Questions worth asking your doctor
Bring these to your next appointment. They're a starting point for a shared conversation — not a sign you qualify or a recommendation to enrol.
1Based on my diagnosis and history, is this trial worth exploring for me — or is there a standard treatment we should try first?
2What does this trial's phase tell us about how much is already known about its safety and benefit?
3What would taking part actually involve for me — visits, tests, time, and travel?
4What are the known and possible risks or side effects I should weigh, and how would they be monitored?
5If this trial isn't the right fit, what other options or trials would you suggest I look into?
Generated to help you prepare — always confirm anything about your own eligibility and care with the study team and your doctor.

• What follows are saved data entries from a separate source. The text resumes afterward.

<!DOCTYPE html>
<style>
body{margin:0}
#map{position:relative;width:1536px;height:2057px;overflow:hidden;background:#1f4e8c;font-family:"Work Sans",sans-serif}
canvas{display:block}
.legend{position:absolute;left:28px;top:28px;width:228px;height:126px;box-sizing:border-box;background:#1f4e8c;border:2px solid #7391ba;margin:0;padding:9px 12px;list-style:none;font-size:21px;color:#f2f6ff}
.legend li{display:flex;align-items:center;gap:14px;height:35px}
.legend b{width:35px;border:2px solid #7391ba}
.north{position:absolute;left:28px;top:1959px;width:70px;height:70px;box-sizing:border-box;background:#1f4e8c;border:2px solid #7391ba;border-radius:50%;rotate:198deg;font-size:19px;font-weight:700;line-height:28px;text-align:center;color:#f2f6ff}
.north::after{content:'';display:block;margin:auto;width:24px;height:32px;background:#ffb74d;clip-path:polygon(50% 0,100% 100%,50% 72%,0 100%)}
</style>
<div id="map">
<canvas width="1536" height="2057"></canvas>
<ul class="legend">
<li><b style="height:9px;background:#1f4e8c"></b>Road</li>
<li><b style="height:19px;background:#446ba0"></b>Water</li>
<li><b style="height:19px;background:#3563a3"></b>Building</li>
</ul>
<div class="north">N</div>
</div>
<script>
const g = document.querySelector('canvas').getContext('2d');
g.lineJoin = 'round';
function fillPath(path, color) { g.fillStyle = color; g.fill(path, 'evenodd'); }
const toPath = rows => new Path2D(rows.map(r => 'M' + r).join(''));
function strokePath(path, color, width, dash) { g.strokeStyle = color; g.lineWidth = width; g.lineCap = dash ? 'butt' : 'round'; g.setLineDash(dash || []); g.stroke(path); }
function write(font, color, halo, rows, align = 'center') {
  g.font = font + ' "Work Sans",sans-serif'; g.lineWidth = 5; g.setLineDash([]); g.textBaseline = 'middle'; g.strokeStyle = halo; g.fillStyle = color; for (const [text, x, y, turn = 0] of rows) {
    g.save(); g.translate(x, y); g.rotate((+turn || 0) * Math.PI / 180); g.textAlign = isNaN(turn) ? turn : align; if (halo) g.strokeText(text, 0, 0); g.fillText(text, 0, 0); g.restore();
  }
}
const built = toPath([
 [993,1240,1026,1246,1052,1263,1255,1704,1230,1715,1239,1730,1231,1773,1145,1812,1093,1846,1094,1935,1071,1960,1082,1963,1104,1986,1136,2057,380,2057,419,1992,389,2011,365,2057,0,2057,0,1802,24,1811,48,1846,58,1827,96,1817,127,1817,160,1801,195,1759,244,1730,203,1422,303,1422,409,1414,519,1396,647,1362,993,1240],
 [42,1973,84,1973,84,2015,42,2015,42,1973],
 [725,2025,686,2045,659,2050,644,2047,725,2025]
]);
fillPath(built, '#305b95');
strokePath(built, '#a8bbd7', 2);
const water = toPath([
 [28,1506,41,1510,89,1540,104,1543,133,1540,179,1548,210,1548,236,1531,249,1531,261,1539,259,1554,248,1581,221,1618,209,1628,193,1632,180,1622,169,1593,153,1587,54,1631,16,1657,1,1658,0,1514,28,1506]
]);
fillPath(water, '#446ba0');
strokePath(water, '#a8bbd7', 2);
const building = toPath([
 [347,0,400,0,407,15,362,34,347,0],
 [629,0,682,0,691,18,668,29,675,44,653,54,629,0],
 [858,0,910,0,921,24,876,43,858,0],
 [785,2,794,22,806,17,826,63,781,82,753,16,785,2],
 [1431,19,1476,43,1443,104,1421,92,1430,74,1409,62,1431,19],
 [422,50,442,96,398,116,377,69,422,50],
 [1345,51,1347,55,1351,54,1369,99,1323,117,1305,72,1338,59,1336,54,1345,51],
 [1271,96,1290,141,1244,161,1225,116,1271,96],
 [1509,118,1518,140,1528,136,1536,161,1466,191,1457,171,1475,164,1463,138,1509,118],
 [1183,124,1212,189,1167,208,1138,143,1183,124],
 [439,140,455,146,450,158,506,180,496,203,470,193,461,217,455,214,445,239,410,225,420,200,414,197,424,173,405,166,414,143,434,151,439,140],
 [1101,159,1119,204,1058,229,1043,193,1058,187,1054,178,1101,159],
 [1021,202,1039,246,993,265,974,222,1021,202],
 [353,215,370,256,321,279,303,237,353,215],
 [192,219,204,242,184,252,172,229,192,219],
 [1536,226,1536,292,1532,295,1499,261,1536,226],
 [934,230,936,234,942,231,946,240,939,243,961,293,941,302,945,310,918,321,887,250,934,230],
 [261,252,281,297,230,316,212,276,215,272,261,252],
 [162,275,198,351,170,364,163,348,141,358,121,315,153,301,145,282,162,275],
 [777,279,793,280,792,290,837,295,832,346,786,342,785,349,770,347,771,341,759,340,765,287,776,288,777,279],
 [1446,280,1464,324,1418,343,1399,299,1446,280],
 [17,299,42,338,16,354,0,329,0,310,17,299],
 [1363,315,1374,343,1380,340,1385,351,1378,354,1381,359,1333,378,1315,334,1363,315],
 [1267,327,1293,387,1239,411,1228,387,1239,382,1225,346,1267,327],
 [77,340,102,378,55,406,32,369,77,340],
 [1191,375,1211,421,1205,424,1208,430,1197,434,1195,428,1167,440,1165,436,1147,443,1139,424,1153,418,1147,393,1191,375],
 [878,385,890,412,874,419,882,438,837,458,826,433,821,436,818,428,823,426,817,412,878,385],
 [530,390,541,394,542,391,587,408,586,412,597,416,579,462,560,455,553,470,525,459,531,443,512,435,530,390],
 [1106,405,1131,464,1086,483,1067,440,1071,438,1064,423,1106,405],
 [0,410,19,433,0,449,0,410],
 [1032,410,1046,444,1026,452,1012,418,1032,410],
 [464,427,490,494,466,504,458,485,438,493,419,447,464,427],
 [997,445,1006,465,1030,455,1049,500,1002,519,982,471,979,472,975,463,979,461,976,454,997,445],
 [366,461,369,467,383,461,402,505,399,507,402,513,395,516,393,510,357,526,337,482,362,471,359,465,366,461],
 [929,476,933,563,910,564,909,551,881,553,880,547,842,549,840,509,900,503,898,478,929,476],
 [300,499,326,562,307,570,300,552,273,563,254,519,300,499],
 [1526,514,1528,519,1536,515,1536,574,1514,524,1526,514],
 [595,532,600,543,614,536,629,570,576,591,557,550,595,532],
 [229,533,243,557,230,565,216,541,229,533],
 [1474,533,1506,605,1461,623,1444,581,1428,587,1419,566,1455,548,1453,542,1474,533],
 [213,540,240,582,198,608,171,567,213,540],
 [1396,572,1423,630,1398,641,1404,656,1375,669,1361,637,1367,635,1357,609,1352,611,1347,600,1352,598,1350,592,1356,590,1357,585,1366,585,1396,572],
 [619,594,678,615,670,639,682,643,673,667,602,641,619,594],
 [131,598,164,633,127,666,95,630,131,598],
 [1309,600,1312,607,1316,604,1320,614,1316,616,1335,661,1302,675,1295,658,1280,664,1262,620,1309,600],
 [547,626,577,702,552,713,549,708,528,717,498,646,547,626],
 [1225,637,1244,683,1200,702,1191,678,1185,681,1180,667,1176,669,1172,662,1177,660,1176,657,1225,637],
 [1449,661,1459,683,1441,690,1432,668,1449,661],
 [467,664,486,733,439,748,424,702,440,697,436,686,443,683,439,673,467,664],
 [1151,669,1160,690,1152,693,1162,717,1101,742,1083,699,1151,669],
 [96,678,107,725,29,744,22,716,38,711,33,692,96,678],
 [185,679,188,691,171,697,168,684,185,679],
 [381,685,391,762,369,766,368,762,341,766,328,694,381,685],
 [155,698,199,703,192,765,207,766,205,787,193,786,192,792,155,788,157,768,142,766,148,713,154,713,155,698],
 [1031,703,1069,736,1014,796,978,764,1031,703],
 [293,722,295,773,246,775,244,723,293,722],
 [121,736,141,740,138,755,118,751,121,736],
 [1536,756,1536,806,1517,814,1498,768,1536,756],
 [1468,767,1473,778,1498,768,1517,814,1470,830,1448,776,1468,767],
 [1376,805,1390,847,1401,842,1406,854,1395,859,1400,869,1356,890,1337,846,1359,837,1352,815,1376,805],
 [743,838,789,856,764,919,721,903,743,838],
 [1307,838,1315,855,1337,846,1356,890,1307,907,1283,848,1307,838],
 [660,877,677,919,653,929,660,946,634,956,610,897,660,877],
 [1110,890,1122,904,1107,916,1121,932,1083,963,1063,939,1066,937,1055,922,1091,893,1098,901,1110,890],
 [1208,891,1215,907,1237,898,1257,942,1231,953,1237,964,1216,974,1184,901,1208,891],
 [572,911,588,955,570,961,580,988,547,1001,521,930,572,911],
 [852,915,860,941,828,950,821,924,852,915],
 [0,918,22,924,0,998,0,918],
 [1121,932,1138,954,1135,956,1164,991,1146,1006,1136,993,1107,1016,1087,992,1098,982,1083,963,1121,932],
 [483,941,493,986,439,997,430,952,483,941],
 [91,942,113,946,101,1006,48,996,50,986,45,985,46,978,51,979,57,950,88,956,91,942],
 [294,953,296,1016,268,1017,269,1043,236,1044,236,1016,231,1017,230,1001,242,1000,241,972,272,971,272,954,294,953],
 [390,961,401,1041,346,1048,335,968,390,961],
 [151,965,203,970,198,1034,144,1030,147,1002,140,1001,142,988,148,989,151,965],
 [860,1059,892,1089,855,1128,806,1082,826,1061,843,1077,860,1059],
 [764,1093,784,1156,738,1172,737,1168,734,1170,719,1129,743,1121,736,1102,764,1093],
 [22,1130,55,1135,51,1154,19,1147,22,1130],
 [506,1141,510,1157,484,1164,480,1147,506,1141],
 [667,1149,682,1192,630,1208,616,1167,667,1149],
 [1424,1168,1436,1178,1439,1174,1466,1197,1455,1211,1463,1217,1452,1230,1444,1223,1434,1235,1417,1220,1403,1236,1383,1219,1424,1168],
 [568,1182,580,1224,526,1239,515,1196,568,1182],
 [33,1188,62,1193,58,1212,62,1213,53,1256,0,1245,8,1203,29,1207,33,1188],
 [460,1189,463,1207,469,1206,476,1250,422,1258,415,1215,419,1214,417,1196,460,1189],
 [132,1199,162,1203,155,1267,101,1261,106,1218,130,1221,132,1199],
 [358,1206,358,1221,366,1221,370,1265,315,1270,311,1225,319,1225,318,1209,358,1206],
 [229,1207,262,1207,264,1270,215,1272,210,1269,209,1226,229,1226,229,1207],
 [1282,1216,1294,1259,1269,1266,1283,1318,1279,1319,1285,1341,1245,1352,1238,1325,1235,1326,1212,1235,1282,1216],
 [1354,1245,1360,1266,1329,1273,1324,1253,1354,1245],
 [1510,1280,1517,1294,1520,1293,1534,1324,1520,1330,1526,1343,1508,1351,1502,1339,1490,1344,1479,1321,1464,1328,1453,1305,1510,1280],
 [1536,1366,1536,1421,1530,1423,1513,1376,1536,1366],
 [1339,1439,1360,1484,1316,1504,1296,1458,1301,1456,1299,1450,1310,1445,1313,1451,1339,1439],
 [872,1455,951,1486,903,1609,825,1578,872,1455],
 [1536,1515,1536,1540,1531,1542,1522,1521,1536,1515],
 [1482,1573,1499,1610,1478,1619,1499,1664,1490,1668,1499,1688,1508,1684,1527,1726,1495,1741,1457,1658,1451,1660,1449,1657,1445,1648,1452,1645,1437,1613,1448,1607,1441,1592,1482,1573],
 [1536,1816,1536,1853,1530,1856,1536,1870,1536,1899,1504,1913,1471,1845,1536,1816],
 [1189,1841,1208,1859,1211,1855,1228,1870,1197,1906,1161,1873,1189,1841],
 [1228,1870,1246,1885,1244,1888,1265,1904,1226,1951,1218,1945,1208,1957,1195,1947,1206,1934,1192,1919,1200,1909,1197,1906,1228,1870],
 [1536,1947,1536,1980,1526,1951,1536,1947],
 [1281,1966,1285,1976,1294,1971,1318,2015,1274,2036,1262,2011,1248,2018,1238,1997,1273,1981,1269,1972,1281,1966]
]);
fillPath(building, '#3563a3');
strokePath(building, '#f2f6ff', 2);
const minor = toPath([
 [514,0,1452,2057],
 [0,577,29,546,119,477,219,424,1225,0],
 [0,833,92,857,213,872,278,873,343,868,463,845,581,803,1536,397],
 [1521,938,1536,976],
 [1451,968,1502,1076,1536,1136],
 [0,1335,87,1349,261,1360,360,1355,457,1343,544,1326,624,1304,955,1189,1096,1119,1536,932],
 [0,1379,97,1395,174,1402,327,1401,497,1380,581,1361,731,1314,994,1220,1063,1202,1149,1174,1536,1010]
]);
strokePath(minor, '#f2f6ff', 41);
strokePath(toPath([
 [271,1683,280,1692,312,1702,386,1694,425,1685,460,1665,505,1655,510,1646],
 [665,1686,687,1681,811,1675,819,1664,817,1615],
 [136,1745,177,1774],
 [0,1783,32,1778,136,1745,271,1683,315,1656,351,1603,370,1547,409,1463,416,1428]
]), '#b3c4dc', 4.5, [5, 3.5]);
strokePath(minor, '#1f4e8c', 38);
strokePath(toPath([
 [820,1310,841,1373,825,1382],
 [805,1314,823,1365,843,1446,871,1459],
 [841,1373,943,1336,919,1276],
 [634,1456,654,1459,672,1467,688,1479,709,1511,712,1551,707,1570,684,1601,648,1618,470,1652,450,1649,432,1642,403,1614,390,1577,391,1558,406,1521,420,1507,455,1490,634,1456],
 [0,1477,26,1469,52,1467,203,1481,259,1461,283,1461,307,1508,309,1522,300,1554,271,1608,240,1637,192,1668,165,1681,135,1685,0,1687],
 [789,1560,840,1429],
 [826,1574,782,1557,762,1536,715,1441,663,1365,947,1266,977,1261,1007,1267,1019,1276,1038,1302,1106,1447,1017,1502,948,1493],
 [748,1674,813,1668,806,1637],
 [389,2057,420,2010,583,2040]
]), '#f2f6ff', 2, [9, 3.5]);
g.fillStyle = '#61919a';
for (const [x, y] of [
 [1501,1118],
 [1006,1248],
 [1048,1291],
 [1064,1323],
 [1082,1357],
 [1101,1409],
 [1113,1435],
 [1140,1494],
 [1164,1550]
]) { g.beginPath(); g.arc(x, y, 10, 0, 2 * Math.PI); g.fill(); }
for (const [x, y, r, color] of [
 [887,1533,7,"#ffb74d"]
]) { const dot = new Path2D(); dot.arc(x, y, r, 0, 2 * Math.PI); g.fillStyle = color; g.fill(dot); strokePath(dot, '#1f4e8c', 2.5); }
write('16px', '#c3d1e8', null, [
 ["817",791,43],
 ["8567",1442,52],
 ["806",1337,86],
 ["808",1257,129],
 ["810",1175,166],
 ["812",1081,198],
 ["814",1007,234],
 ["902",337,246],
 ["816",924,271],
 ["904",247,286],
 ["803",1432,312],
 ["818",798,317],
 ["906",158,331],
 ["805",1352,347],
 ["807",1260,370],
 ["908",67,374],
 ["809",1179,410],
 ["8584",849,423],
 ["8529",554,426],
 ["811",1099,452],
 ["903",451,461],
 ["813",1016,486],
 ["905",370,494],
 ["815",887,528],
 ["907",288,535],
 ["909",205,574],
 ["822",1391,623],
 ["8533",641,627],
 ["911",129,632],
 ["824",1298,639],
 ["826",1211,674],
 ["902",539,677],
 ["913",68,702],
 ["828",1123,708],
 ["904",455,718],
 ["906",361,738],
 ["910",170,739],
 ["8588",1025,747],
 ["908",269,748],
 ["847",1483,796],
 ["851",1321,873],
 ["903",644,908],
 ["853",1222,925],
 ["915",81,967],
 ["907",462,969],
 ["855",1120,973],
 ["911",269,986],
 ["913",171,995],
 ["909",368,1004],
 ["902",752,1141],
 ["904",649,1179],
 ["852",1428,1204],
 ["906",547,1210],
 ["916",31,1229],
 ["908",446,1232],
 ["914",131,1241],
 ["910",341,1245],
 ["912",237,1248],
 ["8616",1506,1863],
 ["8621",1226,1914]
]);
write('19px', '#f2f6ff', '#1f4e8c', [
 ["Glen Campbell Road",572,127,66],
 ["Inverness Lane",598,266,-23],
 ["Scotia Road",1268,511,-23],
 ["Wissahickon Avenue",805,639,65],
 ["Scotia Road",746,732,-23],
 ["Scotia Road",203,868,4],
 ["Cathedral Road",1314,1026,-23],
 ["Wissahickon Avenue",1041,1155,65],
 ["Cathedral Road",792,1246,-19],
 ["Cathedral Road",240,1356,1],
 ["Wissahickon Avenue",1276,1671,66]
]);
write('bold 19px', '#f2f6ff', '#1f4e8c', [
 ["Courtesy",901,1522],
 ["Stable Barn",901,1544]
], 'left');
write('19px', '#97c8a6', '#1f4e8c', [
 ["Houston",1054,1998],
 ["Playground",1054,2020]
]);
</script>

Questions for the trial coordinator
The trial coordinator is the person who runs the study day to day. These cover the practical side — logistics, costs, and what taking part would actually mean for your life. The study team confirms whether you meet the criteria; these are questions to ask, not a sign you qualify.
1What does taking part actually involve week to week — how many visits, where, and how long does each one take?
2What costs are covered by the study, and what might I have to pay for myself, including travel, parking, or time off work?
3What happens during screening, and what happens if the study team confirms I don't meet the criteria after those tests?
4Who pays for the scans, blood work, and other tests the trial requires — the study, my insurance, or me?
5How will being in the trial affect my regular care, and will my own doctor stay informed and involved?
6Can I leave the trial at any point if I change my mind, and what would happen to my care if I do?
A starting point for the conversation — always confirm anything about your own eligibility, costs, and care with the study team and your doctor.